EXERCISE DETAILS
Output the opening lines of the records exactly. End with the line that contains "position:relative; flex:1; overflow:hidden".

DATA FOR PROCESSING
··········

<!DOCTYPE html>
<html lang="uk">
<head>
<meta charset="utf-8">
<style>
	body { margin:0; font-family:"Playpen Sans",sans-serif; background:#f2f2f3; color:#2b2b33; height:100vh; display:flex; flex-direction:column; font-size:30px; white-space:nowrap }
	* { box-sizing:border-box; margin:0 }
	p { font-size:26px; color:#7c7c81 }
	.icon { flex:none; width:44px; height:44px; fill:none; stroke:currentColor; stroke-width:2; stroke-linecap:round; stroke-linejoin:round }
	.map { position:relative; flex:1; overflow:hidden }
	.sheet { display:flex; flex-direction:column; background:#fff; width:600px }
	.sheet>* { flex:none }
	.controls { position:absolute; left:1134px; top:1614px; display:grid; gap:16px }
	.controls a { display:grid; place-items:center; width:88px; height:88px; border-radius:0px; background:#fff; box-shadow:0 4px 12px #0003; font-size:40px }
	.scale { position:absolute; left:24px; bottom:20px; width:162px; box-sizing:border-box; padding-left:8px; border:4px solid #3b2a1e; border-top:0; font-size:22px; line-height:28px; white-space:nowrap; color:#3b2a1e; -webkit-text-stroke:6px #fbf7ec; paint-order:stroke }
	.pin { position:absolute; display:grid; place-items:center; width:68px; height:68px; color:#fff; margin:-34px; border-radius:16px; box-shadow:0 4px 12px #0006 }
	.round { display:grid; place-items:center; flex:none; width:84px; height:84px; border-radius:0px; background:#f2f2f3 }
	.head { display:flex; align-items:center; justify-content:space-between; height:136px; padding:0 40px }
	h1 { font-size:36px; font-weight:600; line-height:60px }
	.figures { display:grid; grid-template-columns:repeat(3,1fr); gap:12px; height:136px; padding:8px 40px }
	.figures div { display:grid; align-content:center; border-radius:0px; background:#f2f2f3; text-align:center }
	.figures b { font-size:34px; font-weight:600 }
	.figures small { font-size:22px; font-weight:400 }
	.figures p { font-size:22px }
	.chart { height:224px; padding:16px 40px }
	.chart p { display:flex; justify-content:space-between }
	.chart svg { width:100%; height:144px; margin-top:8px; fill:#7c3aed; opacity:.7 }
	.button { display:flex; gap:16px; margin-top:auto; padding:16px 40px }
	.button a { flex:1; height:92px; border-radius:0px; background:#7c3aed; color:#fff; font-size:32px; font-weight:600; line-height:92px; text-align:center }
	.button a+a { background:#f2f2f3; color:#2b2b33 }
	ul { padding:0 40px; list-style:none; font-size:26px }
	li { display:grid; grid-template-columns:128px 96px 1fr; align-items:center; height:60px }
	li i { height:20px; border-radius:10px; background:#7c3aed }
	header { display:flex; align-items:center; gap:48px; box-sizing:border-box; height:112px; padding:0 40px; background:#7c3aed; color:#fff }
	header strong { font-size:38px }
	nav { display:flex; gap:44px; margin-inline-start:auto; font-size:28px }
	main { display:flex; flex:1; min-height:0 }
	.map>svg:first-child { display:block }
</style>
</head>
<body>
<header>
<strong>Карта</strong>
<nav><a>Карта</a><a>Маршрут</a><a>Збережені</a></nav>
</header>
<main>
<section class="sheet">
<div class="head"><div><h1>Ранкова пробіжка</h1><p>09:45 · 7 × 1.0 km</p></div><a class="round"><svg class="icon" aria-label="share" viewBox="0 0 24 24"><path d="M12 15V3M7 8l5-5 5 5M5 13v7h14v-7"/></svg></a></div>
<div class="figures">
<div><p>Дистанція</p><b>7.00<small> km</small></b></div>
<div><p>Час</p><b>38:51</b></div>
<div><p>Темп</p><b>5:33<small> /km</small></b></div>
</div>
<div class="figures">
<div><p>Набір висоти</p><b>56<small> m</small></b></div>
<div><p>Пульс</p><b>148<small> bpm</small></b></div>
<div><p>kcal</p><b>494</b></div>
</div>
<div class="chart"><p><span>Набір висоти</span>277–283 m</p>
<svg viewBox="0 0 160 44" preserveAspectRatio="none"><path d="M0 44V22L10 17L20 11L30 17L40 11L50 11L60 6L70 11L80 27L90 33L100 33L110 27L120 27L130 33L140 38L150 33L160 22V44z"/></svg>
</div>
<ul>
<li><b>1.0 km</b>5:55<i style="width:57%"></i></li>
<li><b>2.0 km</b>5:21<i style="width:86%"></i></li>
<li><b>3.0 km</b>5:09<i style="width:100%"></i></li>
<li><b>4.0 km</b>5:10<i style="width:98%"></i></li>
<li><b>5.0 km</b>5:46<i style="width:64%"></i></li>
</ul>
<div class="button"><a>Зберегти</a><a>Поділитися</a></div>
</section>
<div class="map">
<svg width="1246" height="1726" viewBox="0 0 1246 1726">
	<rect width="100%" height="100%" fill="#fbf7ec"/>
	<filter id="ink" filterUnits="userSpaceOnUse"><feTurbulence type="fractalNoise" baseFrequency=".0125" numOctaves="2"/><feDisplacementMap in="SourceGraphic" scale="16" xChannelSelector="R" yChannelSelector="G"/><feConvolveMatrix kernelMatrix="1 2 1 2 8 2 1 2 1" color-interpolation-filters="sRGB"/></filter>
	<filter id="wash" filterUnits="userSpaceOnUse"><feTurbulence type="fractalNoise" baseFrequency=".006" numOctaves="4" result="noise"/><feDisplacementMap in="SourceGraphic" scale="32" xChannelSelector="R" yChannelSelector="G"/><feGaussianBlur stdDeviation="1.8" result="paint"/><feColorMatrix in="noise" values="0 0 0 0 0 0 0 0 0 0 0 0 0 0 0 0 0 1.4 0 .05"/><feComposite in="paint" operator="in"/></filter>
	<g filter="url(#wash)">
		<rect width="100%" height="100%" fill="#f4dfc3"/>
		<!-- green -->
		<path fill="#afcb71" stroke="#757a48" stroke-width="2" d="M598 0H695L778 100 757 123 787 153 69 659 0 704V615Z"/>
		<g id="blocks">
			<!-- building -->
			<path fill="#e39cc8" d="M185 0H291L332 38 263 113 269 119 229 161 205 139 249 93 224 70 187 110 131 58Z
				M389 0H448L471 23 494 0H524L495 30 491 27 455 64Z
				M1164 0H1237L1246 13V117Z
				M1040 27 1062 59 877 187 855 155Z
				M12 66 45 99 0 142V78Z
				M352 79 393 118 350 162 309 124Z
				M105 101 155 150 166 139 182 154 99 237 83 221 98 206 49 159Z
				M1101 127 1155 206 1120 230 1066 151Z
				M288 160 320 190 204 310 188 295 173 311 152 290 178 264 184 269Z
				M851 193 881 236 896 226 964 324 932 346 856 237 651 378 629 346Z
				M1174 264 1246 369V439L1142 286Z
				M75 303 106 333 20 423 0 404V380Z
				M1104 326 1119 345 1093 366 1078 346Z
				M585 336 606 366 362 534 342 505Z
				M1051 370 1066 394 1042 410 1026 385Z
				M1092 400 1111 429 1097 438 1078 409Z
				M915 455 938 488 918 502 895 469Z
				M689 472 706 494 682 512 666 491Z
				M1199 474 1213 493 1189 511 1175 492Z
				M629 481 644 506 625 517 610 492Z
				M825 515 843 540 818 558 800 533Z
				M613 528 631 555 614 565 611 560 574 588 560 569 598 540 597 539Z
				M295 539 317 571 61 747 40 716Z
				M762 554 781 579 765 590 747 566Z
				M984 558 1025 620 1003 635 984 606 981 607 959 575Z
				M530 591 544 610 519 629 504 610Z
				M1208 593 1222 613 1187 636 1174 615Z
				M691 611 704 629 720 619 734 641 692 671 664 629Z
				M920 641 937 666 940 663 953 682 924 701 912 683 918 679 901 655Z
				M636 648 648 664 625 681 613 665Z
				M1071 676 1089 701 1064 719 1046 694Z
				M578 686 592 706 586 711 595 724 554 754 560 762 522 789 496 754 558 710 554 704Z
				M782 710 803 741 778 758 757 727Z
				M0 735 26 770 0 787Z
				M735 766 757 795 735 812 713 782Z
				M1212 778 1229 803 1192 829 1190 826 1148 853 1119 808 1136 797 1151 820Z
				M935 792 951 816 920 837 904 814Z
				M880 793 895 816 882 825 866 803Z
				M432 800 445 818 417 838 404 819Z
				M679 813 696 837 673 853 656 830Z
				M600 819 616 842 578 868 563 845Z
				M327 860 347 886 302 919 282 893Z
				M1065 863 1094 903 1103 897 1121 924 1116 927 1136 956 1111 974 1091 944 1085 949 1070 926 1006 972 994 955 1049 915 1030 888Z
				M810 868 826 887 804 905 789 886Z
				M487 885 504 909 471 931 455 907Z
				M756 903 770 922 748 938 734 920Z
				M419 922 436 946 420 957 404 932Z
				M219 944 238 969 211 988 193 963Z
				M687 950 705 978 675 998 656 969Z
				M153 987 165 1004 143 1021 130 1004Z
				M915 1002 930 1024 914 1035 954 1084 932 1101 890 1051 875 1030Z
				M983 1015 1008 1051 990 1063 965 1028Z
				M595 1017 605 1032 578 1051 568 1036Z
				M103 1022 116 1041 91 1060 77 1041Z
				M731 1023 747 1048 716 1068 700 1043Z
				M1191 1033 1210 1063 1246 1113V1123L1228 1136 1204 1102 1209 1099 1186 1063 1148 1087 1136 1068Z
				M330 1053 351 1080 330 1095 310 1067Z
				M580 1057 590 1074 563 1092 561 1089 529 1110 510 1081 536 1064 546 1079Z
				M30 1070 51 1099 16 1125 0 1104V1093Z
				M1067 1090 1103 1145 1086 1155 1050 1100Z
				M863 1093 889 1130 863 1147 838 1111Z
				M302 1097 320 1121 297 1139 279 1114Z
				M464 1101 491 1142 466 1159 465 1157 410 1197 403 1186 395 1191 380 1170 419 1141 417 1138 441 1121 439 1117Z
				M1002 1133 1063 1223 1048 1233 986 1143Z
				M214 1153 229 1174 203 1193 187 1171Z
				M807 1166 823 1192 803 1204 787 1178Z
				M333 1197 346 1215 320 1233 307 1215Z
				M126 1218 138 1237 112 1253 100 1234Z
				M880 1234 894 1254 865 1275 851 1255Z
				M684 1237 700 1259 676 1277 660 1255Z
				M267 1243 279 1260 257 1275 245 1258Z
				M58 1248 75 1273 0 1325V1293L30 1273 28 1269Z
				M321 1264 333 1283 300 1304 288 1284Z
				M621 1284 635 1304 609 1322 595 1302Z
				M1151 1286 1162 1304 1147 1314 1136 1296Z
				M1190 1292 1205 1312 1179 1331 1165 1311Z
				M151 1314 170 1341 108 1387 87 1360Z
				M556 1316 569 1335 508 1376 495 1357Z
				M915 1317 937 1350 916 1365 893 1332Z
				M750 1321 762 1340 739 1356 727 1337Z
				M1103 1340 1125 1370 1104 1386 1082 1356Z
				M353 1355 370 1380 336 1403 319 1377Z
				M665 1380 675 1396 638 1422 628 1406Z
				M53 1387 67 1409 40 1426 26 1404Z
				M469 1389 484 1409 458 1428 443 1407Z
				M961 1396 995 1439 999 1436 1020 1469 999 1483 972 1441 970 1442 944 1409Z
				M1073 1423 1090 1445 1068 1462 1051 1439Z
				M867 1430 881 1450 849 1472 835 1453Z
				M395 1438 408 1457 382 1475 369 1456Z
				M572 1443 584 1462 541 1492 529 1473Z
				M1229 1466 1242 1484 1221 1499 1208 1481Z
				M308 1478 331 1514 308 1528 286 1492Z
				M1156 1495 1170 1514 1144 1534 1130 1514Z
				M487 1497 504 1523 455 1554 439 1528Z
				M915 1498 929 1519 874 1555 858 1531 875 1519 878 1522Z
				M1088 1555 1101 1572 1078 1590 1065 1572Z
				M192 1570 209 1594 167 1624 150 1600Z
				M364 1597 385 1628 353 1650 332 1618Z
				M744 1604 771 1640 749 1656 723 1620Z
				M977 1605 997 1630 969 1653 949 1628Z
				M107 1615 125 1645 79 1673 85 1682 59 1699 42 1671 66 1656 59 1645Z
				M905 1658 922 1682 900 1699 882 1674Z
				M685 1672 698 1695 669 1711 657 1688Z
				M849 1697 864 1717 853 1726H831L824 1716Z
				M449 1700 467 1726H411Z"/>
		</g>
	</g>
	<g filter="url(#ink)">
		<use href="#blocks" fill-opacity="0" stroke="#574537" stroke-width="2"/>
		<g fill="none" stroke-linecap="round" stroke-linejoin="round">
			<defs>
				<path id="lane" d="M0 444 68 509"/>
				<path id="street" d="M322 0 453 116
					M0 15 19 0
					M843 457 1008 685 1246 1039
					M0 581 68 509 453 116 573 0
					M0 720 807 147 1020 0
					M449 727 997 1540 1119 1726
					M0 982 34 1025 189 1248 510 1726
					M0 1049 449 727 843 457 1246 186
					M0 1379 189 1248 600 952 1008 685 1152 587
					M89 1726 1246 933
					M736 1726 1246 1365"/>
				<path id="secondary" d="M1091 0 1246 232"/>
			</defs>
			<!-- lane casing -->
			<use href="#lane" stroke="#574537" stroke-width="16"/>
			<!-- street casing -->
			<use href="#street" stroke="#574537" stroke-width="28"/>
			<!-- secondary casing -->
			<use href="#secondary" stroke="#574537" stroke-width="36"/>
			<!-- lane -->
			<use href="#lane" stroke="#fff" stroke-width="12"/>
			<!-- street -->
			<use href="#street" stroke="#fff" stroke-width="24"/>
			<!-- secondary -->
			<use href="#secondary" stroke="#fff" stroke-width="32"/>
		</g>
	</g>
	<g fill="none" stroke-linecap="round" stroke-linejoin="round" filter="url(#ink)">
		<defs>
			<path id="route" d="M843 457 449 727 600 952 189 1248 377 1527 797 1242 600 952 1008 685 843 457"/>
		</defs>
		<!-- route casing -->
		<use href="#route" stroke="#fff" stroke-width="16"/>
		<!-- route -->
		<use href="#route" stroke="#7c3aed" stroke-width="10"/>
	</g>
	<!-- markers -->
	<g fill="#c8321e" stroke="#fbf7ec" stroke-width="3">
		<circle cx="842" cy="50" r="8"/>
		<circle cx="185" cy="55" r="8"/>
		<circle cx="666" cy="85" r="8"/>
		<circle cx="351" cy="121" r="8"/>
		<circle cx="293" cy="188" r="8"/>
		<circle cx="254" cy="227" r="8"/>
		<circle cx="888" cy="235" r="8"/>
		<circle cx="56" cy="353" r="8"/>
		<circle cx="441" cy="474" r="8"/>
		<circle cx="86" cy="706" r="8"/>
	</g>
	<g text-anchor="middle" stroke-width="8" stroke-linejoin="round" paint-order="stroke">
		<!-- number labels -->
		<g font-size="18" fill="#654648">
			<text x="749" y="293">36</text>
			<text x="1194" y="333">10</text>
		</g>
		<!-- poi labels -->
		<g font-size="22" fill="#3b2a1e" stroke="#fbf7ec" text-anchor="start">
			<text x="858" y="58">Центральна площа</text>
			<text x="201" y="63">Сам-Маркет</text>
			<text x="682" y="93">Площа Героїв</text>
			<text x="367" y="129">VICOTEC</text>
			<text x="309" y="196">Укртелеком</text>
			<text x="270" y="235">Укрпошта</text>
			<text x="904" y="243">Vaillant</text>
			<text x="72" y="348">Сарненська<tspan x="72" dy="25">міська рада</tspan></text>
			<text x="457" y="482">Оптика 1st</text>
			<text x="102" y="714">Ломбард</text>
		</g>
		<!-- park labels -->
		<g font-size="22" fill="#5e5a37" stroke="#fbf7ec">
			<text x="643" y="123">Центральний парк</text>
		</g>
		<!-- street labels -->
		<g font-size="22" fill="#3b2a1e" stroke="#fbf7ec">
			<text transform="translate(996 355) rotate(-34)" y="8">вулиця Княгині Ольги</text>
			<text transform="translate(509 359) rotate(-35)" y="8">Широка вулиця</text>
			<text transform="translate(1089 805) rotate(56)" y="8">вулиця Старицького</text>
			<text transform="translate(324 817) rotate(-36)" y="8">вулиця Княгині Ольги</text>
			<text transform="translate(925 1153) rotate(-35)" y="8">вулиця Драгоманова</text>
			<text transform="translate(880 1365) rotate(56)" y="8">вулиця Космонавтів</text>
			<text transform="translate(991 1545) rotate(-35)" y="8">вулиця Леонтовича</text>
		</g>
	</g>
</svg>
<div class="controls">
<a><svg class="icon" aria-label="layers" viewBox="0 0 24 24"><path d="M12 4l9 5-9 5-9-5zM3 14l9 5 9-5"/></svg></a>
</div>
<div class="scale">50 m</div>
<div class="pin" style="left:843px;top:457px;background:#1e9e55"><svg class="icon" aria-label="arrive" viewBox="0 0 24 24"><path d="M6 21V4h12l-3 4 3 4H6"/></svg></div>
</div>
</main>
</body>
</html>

··········

TASK ANSWER
<!DOCTYPE html>
<html lang="uk">
<head>
<meta charset="utf-8">
<style>
	body { margin:0; font-family:"Playpen Sans",sans-serif; background:#f2f2f3; color:#2b2b33; height:100vh; display:flex; flex-direction:column; font-size:30px; white-space:nowrap }
	* { box-sizing:border-box; margin:0 }
	p { font-size:26px; color:#7c7c81 }
	.icon { flex:none; width:44px; height:44px; fill:none; stroke:currentColor; stroke-width:2; stroke-linecap:round; stroke-linejoin:round }
	.map { position:relative; flex:1; overflow:hidden }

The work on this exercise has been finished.